“I can’t do math right now,” he huffed, wide chest rising and falling.
“Why didn’t you ask me to slow down or take a break or something?”
He shot me a disbelieving look. “Would you have actually stopped?”
“Well, sure. If you were this miserable.”
Ian croaked out a laugh. “You used to take great pleasure in making me miserable.”
“That was before,” I argued. “We’re training now. I’m trying to get you ready. But you have to be honest with me, or you could hurt yourself. If you weren’t up for the distance or the pace, I don’t know unless you tell me. What’s really going on here, Ian?”
“How are you not even breathing heavy right now?” he asked, exasperation evident.
“I run every day. My body is used to it.”
At my pronouncement, Ian’s eyes fell away from my face, as if he needed to check for himself. His bright blue gaze traced the length of my torso and took a slow and steady detour over my hips and down my legs. The running tights I wore felt very indecent all of a sudden. I shifted, ignoring the sudden awareness in my middle.
“Yeah, well, my body isn’t used to it,” he finally said, pushing himself into a sitting position. His breathing had evened out for the most part, but his cheeks were still flushed from exertion. “I told you I don’t do cardio.”
“No, you told me you’re bad at cardio.”
“I am. Plus, I hate it. So I don’t do it.” He propped his forearms on his bent knees and looked away.
It was my turn to catalog the hills and valleys of his big body. Whereas I was mostly flat, straight lines, Ian was a study in dips and arches, swells and valleys. When I couldn’t take all the muscles straining his pullover and joggers, I flung a hand out and said a little shrilly, “But look at you!”
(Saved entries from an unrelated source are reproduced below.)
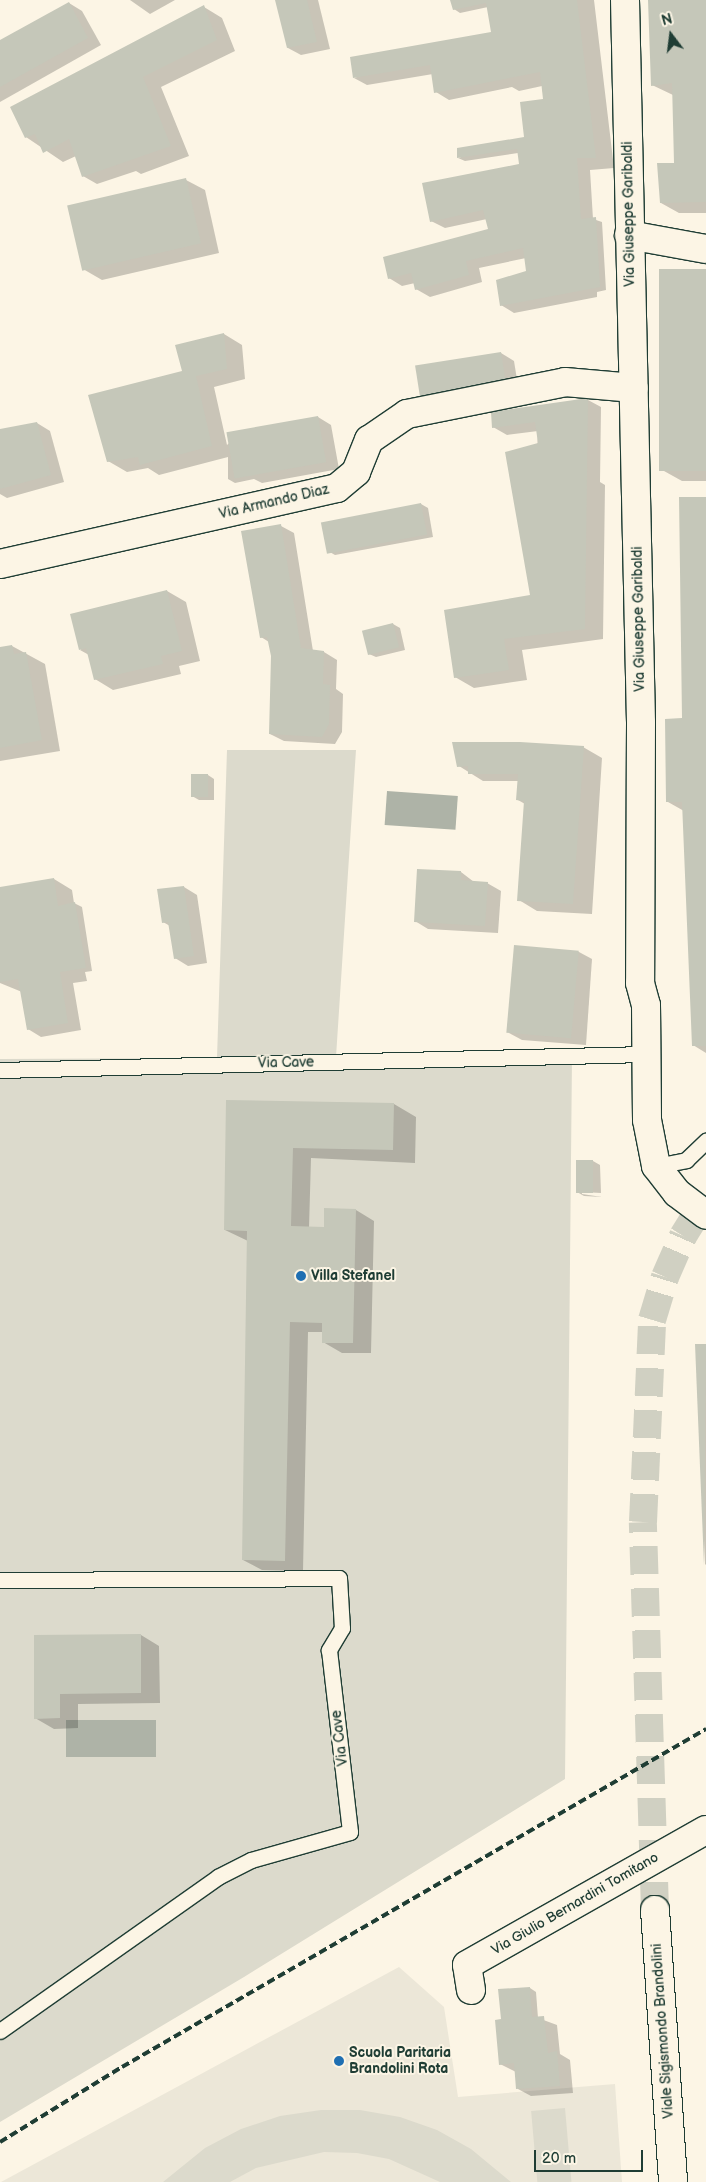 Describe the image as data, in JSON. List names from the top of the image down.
{
  "streets": {
    "street": [
      "Via Giuseppe Garibaldi",
      "Via Armando Diaz",
      "Via Giulio Bernardini Tomitano",
      "Viale Sigismondo Brandolini"
    ],
    "lane": ["Via Cave"]
  },
  "crossings": [
    ["Via Giuseppe Garibaldi", "Via Armando Diaz"],
    ["Via Giuseppe Garibaldi", "Via Cave"]
  ],
  "places": ["Villa Stefanel", "Scuola Paritaria Brandolini Rota"],
  "scale_bar": "20 m",
  "north": "top"
}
He looked sheepish. “Those are just muscles. I lift weights, and I’m on a pretty intense nutrition plan. Having a high metabolism doesn’t hurt either.”
“So you don’t do cardio, but you wanted me to train you.” It was a statement. That was exactly what had happened, but I didn’t understand it.
“I wanted to spend time with you,” he corrected gently.
I shifted on my feet. “You wanted to spend time with me ... while running?”
Ian huffed a laugh. “No, not ideally. But I’ll take what I can get.”
I stared at him, hoping some sort of understanding would come to me, but at this point, I would need divine intervention or to phone a friend to figure out what the hell was going on right now.
“Why? I don’t get?—”
“Because I like you, Joan. I like you,” he repeated, voice tired in a way that had nothing to do with running three miles at six in the morning.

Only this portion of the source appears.